Aim of the task:
The answer is every line of the records that holds the word "read", copied in full.

Records shown:
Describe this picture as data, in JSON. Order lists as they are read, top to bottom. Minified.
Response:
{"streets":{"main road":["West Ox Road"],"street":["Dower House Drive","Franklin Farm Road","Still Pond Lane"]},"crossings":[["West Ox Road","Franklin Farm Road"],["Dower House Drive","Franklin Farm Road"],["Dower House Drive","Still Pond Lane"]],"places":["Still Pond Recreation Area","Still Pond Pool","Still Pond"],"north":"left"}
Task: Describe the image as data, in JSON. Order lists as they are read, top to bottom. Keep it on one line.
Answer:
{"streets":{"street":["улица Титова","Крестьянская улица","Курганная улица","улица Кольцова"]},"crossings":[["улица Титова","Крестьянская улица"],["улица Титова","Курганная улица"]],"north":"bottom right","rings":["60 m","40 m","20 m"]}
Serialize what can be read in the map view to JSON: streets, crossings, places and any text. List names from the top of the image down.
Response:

---

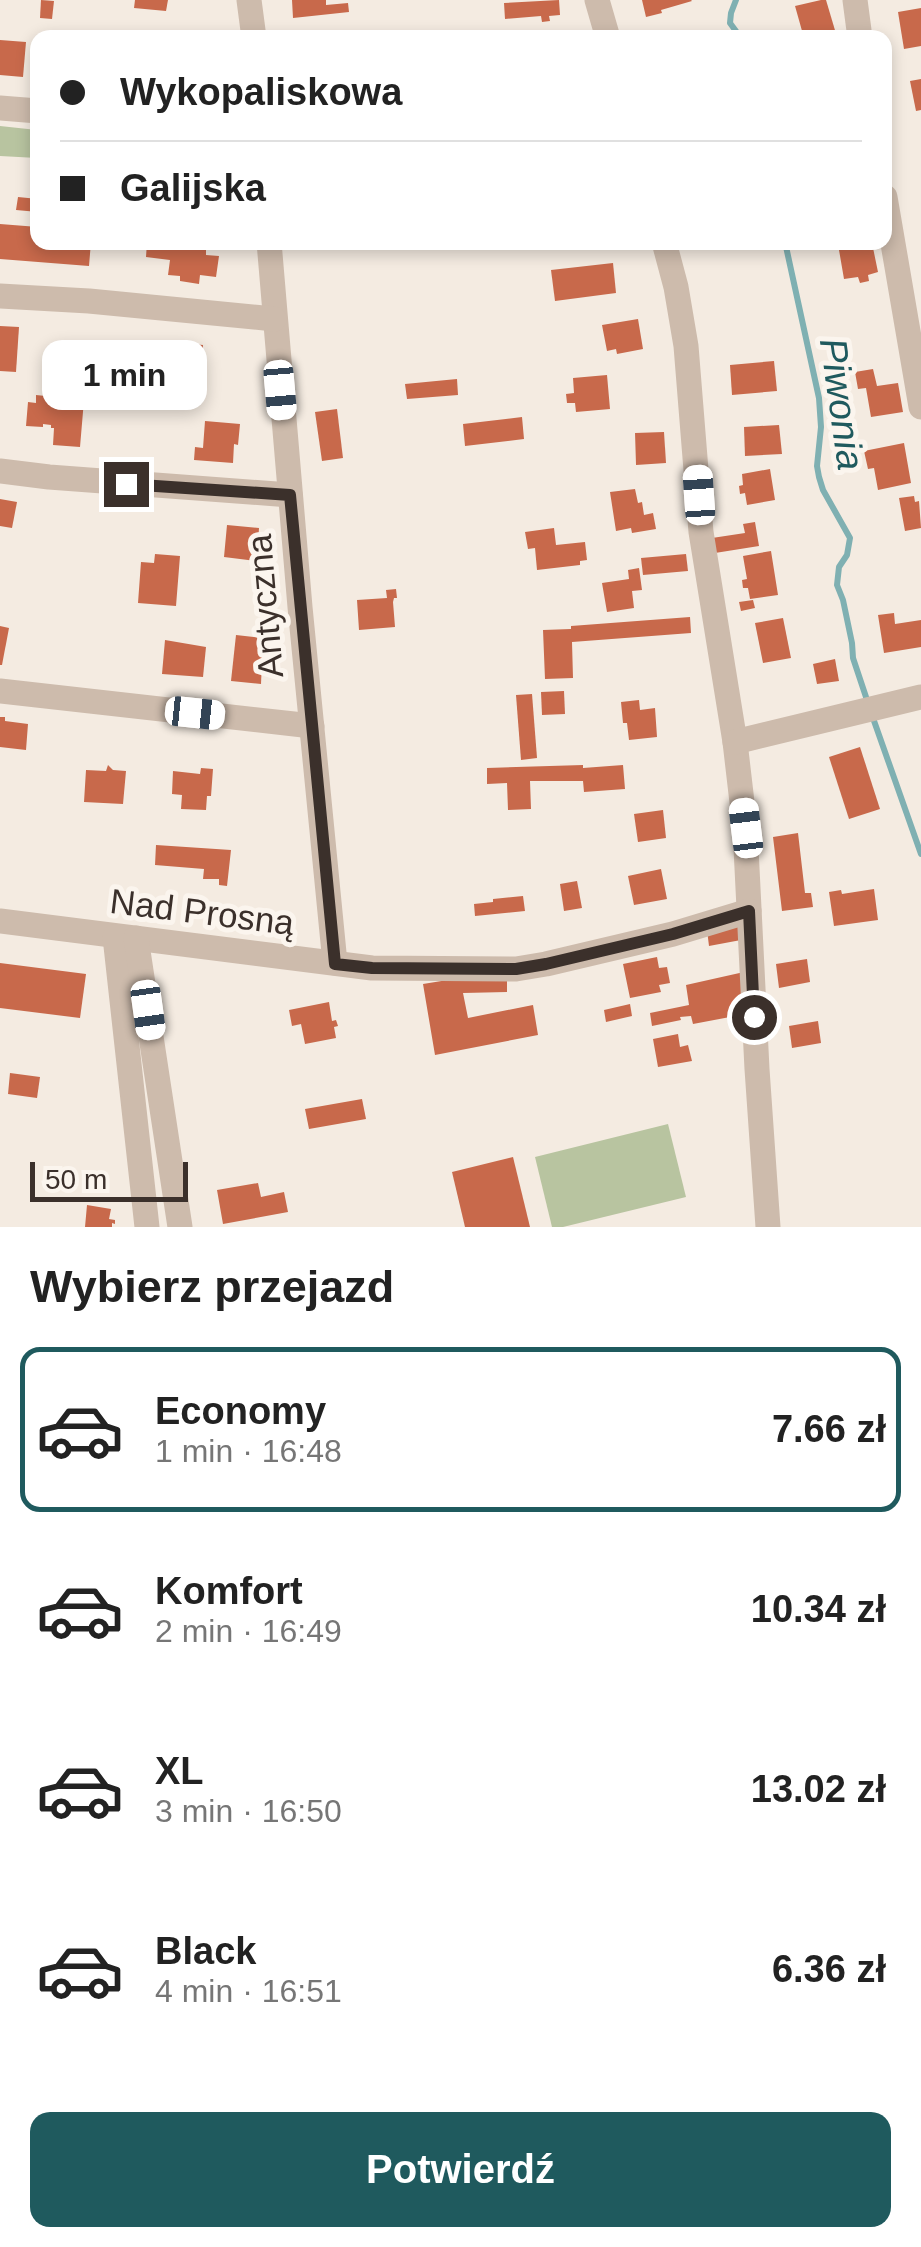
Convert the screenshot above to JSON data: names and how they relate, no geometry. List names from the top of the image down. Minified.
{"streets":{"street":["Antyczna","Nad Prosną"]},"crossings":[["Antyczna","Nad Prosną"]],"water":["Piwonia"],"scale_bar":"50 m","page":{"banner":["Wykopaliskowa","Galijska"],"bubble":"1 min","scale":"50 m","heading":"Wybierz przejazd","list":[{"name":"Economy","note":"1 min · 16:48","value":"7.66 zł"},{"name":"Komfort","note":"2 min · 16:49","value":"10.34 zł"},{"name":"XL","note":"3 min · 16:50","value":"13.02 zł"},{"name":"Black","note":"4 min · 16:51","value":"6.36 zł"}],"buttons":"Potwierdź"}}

Written response:
Describe this picture as data, in JSON. Order lists as they are read, top to bottom. Minified.
Task: Describe the image as data, in JSON. Order lists as they are read, top to bottom. Keep it on one line.
Serialize what can be read in the map view to JSON: streets, crossings, places and any text. List names from the top of the image down.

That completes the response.